At Microsoft, I focused on building and deploying AI solutions, particularly enterprise-grade chatbots. One of my key projects was developing a cloud-native chatbot solution for a hospitality client, utilizing Azure QnA Maker and Azure LUIS. This project generated $1 million in annual revenue by helping the client adopt cloud solutions. My work at Microsoft involved understanding the needs of our clients and guiding them through implementing AI solutions that would enhance their operations. I was fortunate to work on natural language processing (NLP) technologies, which paved the way for more intuitive customer interactions.
What challenges did you face while developing these AI solutions at Microsoft?
Developing AI solutions often comes with challenges, especially when working on large-scale enterprise systems. One challenge was ensuring that the AI technologies were scalable and adaptable to meet clients’ evolving needs. Understanding AI and machine learning fundamentals helped me navigate these complexities. I also collaborated closely with client executives to ensure our solutions met their strategic goals.
What kind of work did you focus on at Amazon, and how does it connect with AI and database technology?
At Amazon, I developed database technology that supports AI applications used across Amazon’s platforms. One of my most significant achievements was the development of a high-efficiency database capable of operating with a single millisecond latency. This is a critical component for AI and machine learning applications, as they require real-time data access and processing capabilities. My work at Amazon centered around optimizing systems for speed and reliability to ensure AI applications function at their best.

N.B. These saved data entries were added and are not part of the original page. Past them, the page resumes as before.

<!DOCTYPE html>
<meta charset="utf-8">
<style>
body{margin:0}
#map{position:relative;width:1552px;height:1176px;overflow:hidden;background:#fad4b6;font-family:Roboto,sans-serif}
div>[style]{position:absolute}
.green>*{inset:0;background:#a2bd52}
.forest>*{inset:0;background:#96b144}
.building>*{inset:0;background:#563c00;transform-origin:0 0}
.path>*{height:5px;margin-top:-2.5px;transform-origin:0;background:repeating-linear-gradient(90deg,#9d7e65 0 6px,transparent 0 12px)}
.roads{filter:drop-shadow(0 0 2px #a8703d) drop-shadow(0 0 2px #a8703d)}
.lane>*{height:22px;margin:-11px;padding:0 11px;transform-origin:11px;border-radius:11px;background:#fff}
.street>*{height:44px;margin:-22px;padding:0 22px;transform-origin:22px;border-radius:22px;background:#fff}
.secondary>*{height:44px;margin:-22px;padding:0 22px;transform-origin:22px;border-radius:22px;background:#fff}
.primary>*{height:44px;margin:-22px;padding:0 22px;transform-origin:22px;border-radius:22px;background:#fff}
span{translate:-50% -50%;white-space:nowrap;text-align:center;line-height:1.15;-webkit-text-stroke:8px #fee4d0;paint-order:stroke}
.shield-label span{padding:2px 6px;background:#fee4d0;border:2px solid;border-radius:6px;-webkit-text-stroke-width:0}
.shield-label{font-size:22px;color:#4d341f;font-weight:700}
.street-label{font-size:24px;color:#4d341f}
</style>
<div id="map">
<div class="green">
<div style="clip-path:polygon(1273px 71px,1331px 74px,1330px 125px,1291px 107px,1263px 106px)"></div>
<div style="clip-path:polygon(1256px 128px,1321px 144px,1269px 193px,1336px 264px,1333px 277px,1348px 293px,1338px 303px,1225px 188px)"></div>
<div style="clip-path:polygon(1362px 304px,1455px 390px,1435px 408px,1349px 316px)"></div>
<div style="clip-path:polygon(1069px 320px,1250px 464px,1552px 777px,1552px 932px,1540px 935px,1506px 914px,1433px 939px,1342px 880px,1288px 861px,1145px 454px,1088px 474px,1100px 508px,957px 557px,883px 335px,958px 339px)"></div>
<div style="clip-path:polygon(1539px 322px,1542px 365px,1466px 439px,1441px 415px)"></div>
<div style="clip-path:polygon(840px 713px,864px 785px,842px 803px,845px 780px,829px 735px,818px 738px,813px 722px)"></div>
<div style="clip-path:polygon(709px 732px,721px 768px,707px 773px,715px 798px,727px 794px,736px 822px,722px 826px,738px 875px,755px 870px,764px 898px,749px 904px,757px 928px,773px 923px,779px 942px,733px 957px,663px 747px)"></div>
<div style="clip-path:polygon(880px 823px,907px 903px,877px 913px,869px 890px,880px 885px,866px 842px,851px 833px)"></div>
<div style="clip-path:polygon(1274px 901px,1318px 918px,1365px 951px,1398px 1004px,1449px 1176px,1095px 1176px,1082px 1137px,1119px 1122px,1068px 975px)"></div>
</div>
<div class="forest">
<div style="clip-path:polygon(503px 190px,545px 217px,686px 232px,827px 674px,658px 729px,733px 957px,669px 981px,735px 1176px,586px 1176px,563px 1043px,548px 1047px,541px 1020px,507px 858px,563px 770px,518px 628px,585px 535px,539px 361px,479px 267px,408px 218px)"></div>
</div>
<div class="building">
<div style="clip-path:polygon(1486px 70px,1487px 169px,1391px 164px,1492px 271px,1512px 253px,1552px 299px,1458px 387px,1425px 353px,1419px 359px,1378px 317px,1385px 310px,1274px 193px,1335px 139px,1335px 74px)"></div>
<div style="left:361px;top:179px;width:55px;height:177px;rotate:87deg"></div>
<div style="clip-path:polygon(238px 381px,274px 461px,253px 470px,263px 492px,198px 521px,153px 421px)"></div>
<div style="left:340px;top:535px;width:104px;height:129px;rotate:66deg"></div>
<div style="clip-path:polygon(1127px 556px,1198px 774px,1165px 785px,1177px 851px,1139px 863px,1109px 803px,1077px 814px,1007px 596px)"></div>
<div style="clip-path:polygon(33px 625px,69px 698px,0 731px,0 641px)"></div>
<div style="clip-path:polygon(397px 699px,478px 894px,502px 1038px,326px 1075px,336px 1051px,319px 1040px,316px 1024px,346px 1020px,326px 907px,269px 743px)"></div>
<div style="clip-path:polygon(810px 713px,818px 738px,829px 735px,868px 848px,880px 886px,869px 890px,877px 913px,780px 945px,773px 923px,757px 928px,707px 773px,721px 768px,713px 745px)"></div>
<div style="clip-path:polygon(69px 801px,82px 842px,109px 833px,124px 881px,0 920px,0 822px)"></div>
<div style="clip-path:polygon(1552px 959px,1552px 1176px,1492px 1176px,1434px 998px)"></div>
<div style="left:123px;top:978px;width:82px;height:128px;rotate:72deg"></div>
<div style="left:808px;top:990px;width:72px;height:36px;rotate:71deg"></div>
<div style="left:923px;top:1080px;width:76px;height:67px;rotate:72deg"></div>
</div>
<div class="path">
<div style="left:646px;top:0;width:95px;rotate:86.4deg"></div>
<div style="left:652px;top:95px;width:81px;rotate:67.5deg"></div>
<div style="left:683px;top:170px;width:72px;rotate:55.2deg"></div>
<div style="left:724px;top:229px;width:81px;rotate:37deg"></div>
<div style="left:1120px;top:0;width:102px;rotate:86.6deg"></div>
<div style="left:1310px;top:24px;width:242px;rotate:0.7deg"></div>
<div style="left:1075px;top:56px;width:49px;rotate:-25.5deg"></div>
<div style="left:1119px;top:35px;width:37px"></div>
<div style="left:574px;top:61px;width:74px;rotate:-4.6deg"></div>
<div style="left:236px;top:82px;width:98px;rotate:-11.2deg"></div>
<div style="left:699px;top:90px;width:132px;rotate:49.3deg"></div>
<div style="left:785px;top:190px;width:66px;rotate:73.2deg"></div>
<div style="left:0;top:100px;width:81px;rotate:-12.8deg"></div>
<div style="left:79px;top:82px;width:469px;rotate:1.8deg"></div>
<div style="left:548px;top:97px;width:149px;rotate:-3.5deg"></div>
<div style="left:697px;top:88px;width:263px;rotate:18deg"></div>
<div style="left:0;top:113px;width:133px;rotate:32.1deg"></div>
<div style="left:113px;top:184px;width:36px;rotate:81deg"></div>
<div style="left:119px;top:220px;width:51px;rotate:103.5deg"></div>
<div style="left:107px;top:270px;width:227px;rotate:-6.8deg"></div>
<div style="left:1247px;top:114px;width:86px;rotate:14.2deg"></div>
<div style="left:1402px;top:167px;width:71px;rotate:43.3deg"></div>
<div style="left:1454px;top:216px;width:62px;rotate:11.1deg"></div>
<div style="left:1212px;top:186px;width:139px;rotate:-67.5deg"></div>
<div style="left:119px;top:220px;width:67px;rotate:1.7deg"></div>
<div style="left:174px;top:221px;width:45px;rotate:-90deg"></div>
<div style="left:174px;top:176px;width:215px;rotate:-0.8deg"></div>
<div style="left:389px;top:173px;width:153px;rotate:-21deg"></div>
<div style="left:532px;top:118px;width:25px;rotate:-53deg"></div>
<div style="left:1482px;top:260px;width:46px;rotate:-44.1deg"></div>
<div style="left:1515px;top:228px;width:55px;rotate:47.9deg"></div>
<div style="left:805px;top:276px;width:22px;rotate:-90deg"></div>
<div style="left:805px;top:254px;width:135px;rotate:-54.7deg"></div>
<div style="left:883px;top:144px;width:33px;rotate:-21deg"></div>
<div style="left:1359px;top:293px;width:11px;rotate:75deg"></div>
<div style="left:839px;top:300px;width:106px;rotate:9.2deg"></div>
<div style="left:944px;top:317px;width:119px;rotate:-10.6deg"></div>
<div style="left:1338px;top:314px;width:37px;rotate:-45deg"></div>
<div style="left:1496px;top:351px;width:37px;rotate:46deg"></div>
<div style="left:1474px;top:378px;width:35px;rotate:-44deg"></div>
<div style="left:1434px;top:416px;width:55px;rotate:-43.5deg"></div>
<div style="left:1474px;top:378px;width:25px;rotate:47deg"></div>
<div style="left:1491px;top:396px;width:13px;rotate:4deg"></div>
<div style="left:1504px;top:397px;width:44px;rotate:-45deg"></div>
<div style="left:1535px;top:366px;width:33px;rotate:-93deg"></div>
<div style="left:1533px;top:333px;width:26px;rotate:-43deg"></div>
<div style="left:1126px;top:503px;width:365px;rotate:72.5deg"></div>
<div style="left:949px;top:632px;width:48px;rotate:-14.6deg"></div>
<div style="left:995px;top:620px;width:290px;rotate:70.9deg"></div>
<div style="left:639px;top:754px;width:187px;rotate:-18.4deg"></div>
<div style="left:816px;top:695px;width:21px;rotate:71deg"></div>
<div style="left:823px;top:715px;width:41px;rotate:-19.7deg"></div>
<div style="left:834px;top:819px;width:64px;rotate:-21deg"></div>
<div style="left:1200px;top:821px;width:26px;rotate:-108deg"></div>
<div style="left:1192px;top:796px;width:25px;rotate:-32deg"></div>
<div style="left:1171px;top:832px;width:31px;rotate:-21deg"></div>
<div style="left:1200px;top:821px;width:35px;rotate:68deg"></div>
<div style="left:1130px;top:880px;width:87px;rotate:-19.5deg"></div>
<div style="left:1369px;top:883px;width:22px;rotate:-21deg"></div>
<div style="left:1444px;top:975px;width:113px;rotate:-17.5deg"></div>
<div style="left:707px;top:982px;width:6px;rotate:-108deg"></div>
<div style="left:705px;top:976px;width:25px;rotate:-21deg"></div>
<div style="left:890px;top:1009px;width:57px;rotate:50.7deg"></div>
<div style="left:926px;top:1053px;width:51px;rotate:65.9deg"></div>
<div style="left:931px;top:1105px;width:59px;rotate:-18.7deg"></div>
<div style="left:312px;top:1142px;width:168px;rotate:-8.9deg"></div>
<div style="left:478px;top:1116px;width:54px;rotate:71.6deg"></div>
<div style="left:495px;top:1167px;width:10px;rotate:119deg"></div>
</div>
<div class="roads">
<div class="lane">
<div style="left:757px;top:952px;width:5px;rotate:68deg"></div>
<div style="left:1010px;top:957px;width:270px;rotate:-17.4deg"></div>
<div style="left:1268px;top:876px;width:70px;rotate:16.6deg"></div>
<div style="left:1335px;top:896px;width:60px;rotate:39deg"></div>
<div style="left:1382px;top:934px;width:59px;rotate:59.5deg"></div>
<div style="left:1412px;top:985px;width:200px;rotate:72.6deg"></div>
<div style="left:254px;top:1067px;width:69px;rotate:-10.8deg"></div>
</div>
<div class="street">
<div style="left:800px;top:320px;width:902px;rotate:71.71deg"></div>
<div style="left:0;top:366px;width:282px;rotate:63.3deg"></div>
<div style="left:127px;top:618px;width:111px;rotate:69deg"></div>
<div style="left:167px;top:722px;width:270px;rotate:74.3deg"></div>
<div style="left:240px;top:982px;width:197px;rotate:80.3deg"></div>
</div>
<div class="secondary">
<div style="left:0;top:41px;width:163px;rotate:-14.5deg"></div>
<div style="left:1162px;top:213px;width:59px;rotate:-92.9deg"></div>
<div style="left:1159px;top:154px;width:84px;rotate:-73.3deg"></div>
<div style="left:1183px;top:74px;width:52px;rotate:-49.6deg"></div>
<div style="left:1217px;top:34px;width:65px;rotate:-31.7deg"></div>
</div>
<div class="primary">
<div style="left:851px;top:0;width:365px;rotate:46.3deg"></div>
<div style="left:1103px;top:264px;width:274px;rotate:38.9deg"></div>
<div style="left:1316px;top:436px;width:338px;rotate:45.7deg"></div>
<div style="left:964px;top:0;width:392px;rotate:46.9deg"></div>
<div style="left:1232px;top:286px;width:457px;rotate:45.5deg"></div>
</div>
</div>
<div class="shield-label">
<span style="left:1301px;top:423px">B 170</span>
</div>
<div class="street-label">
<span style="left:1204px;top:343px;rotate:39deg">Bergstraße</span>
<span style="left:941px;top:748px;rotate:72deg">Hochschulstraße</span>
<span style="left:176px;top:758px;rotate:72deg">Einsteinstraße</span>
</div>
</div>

As a woman in engineering, have you faced any challenges, and how have you worked to overcome them?
Yes, there have been challenges as a woman in engineering, which is still male-dominated. However, I’ve been fortunate to rely on a solid theoretical foundation in computer science and problem-solving to overcome these challenges. I also dedicate time to teaching high school girls about engineering and computer science to encourage more young women to explore STEM fields. Promoting diversity and inclusion in the tech industry is important, and I try to impact this area positively.
What excites you most about the future of AI, and what are your aspirations in this field?
I’m excited about the advancements in generative AI. AI has immense potential to revolutionize industries and create more intuitive and efficient solutions. Looking ahead, I hope to continue working on cutting-edge AI technologies and contributing to developing solutions that will benefit businesses and society as a whole. I also want to continue mentoring and encouraging more women to enter the AI and technology fields.